Вопрос о положении женщины-автора в раннем модернизме затронут некоторыми исследователями, чьи работы являются важными для развития моих основных идей.

Социальные и общественные аспекты вопроса обсуждены в трех статьях Ш. Розенталь (Rosenthal 1992, 1994 и 1996). Особенно статья Rosenthal 1992 является важной с точки зрения данного исследования, так как в ней автор рассматривает быстро растущее количество авторов-женщин в 10-е годы XX века и показывает, что в культуре и обществе того периода наметились тенденции, положительно влиявшие на женское авторство. Розенталь находит несколько различных причин увеличения авторов-женщин в русской литературе. Во-первых, среди общественно-политических причин можно указать на формирование женского движения, улучшение возможностей для женщин в получении образования и работы, а также на изменение семейной структуры. Во-вторых, не менее важными были изменения в области искусства и философии — повышение статуса искусства в целом и переход от детерминизма к индивидуализму. Особенно важной причиной, по утверждению Розенталь, была переоценка ценностей, проповедником которой являлся в первую очередь Ф. Ницше (Rosenthal 1992). Основываясь на суждениях Розенталь, можно полагать, что, помимо отрицательных аспектов конструирования женского авторства, сама модернистская эстетика содержит аспекты, которые положительно влияют на положение творческих женщин. Ее мысли я развиваю дальше в главе 5.

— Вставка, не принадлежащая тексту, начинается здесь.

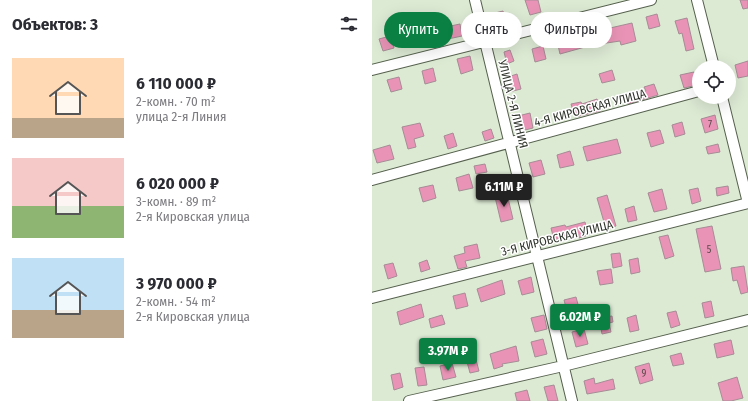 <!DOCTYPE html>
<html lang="ru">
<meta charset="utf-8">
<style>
body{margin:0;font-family:"Fira Sans Condensed",sans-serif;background:#f7f7f7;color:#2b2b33;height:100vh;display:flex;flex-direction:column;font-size:15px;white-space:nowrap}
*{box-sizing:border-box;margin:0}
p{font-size:13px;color:#7c7c81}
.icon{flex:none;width:22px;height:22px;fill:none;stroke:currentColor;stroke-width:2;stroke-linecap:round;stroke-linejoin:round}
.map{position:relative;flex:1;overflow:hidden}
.panel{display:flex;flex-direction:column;background:#fff;width:372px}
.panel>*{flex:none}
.banner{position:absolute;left:12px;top:12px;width:304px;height:36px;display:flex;gap:8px}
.tools{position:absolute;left:320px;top:60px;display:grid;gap:8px}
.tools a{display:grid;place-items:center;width:44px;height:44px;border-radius:50%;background:#fff;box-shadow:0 4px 16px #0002;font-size:20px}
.price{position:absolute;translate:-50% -34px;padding:0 9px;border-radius:4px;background:#0b8043;color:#fff;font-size:13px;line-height:26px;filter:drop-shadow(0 1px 2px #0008)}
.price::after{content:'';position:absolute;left:50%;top:24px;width:12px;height:9px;margin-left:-6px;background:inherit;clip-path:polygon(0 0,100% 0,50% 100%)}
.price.selected{background:#222;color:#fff}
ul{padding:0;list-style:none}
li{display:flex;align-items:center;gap:12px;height:100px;padding:0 12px}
li span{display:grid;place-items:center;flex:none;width:112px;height:80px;border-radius:0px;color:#555}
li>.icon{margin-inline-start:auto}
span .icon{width:48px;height:48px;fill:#fffc;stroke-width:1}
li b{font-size:17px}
h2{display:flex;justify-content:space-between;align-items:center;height:48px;padding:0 12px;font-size:17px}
.tag{padding:0 14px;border-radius:18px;background:#fff;box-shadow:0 4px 16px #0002;font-size:14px;line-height:36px}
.tag.selected{background:#0b8043;color:#fff}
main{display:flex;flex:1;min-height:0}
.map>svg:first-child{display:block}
.building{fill:#e994b6;stroke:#a68c95}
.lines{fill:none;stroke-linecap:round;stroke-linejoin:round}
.street-casing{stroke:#55604d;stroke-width:12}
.street{stroke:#fff;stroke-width:10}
.labels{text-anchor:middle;stroke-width:3;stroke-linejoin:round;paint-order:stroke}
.number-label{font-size:10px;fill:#5d4b4d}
.street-label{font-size:12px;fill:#2e332a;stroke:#fff}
</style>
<main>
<section class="panel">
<h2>Объектов: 3<svg class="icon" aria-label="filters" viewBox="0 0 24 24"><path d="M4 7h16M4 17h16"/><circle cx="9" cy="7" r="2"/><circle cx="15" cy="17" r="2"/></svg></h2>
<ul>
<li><span style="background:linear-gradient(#ffd9b3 75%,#b9a48a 0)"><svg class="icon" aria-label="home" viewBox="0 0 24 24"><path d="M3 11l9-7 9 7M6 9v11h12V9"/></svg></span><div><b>6 110 000 ₽</b><p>2-комн. · 70 m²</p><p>улица 2-я Линия</p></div></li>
<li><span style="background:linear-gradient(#f6c9c9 60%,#8fb573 0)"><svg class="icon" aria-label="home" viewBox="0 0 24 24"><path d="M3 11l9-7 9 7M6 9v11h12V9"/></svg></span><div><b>6 020 000 ₽</b><p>3-комн. · 89 m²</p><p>2-я Кировская улица</p></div></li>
<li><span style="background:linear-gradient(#bfe0f5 65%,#b9a48a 0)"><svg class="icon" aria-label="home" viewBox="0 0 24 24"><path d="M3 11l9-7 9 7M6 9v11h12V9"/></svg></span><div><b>3 970 000 ₽</b><p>2-комн. · 54 m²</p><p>2-я Кировская улица</p></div></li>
</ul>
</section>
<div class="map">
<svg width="376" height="401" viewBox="0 0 376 401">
<rect width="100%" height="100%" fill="#dce9d3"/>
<path class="building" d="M153,0H166L169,12L158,15Z
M368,0H376V8L371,9Z
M131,11L135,25L123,28L119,14Z
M285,14L288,26L277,29L274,17Z
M315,18L322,49L314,51L310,33L307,34L303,21Z
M260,23L264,41L249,45L248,41L228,44L225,31Z
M88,24L90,36L76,39L74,27Z
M53,27L57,40L45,43L42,30Z
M210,35L213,47L188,54L185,41Z
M18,36L22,48L11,51L7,39Z
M171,46L174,59L163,62L160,49Z
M138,50L142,61L135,64L132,52Z
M98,56L101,70L89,74L85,59Z
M376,61V76L366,78L363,65Z
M61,68L64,81L53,84L50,71Z
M240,70L243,80L230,83L227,74Z
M322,72L325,85L312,88L308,75Z
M145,74L149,89L137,92L133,78Z
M27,77L30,89L19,92L15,80Z
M282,84L286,95L256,104L254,96L274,91L272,87Z
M225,99L229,111L203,117L199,104L209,102L210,104Z
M158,113L161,128L149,131L146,116Z
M343,115L346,129L333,133L329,119Z
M310,122L313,134L303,137L300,125Z
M48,123L52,136L42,139L44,147L36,149L30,127Z
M119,129L122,138L113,141L110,132Z
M288,130L292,143L279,147L275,133Z
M81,133L85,146L76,149L72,136Z
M245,139L249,153L215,161L211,147Z
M346,144L348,152L336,154L334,147Z
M18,145L22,159L5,163L1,150Z
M198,151L202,165L188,168L185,155Z
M169,160L173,174L161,177L157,163Z
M113,164L115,172L104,174L102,166Z
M97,174L101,188L87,191L84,178Z
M61,185L64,198L51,202L47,188Z
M356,186L357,193L345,196L344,188Z
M326,188L329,201L320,204L317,190Z
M290,189L295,209L282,212L276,193Z
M135,194L141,219L129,222L123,197Z
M235,195L244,226L234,229L225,198Z
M262,206L265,220L256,222L253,209Z
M213,222L216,235L207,238L206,234L182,240L179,228L193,225L194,227Z
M340,226L349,269L333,272L324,229Z
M296,235L302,256L293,259L287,237Z
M105,244L108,258L93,261L95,267L86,269L82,256L93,253L92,247Z
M248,253L250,266L241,268L239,254Z
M266,258L268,272L259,274L257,260Z
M55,260L58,269L49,272L47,263Z
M21,263L25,276L16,279L12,265Z
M372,266L376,292L369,294L365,280L361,281L359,268Z
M239,269L241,283L228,285L225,271Z
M159,277L162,292L150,295L146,281Z
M130,280L133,294L109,302L105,289Z
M93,293L96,306L84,309L81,296Z
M204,297L208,312L196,315L192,300Z
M339,301L342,316L333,318L330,303Z
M49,304L52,317L28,325L25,312Z
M304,311L308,325L299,328L295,313Z
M70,315L73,324L59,328L57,319Z
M172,315L175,329L163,332L159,318Z
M264,315L267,330L258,332L255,318Z
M240,316L241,322L237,323L239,332L230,334L227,318Z
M212,329L216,344L204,347L200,332Z
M171,339L175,354L163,357L159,342Z
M359,340L362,354L345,358L342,344Z
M144,346L147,361L130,364L131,366L122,369L118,354Z
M309,353L312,364L301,366L298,356Z
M103,356L107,371L98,373L94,358Z
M80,363L84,377L71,380L68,366Z
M277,363L281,380L268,384L263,367Z
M52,367L55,385L46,386L43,368Z
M28,373L31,387L22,390L19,375Z
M365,377L371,398L359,401H351L346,383Z
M222,378L223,384L241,379L243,389L215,394L212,381Z
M182,385L186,401H176L172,387Z
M155,390L158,401H145L143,393Z"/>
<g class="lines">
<defs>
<path id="street" d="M103,0L200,401
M325,0L342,67
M0,70L279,0
M350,97L376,203
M0,180L327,91
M0,298L376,203
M37,401L191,366L376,320"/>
</defs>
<use href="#street" class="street-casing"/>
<use href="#street" class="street"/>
</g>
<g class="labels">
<g class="number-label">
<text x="338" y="128">7</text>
<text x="337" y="253">5</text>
<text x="272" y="377">9</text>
</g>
<g class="street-label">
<text transform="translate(141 104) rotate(76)" y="4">УЛИЦА 2-Я ЛИНИЯ</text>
<text transform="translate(218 108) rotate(-15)" y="4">4-Я КИРОВСКАЯ УЛИЦА</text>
<text transform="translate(185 238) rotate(-14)" y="4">3-Я КИРОВСКАЯ УЛИЦА</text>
</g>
</g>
</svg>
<div class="tools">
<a><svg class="icon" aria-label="locate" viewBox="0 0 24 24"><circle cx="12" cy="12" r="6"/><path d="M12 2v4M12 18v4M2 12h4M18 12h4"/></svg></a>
</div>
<b class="price selected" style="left:132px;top:208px">6.11M ₽</b>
<b class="price" style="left:208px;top:338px">6.02M ₽</b>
<b class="price" style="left:76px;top:372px">3.97M ₽</b>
<div class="banner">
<a class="tag selected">Купить</a>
<a class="tag">Снять</a>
<a class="tag">Фильтры</a>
</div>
</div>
</main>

Основополагающей работой по истории русской женской литературы является книга К. Келли и особенно ее глава «Configurations of Authority, 1881–1917» (Kelly 1994, 121–180). Она является одним из первых трудов, посвященных женской литературе и условиям существования этой литературы в России в конце XIX — начале XX века. Автор рассматривает ситуацию в т. н. массовой литературе и в модернизме с гендерной точки зрения. О модернизме она иногда высказывает мнения, которые не доказывает или не конкретизирует[15]. В данной работе в первую очередь ставится под вопрос ее концепция о положительном значении подчеркнутой «женственности» для женского авторства (Symbolist ideas on the creativity of women, cm.: Kelly 1994, 133; ср. обсуждение женского письма с этой точки зрения на последующих страницах ее книги). В данной работе развивается дальше идея Келли о том, что, хотя авторы-женщины раннего модернизма не были сторонниками феминизма («[f]ew even voiced Gippius’s overt hostility; a total silence on feminist issues was the norm» — Kelly 1994, 153), в их творчестве можно различить феминистские мотивы, которые Келли ассоциирует с самовыражением и сексуальностью:

The crux is, though, that the Symbolist and post-Symbolist writers were considered, directly or indirectly, with the issues of self-expression and sexuality which have been so extensively explored by recent feminist writing in the West. Hence, they were in some senses more ‘feminist' in the modem sense (though they would have been shocked to learn it) than were those of their contemporaries who belonged to the official feminist movement.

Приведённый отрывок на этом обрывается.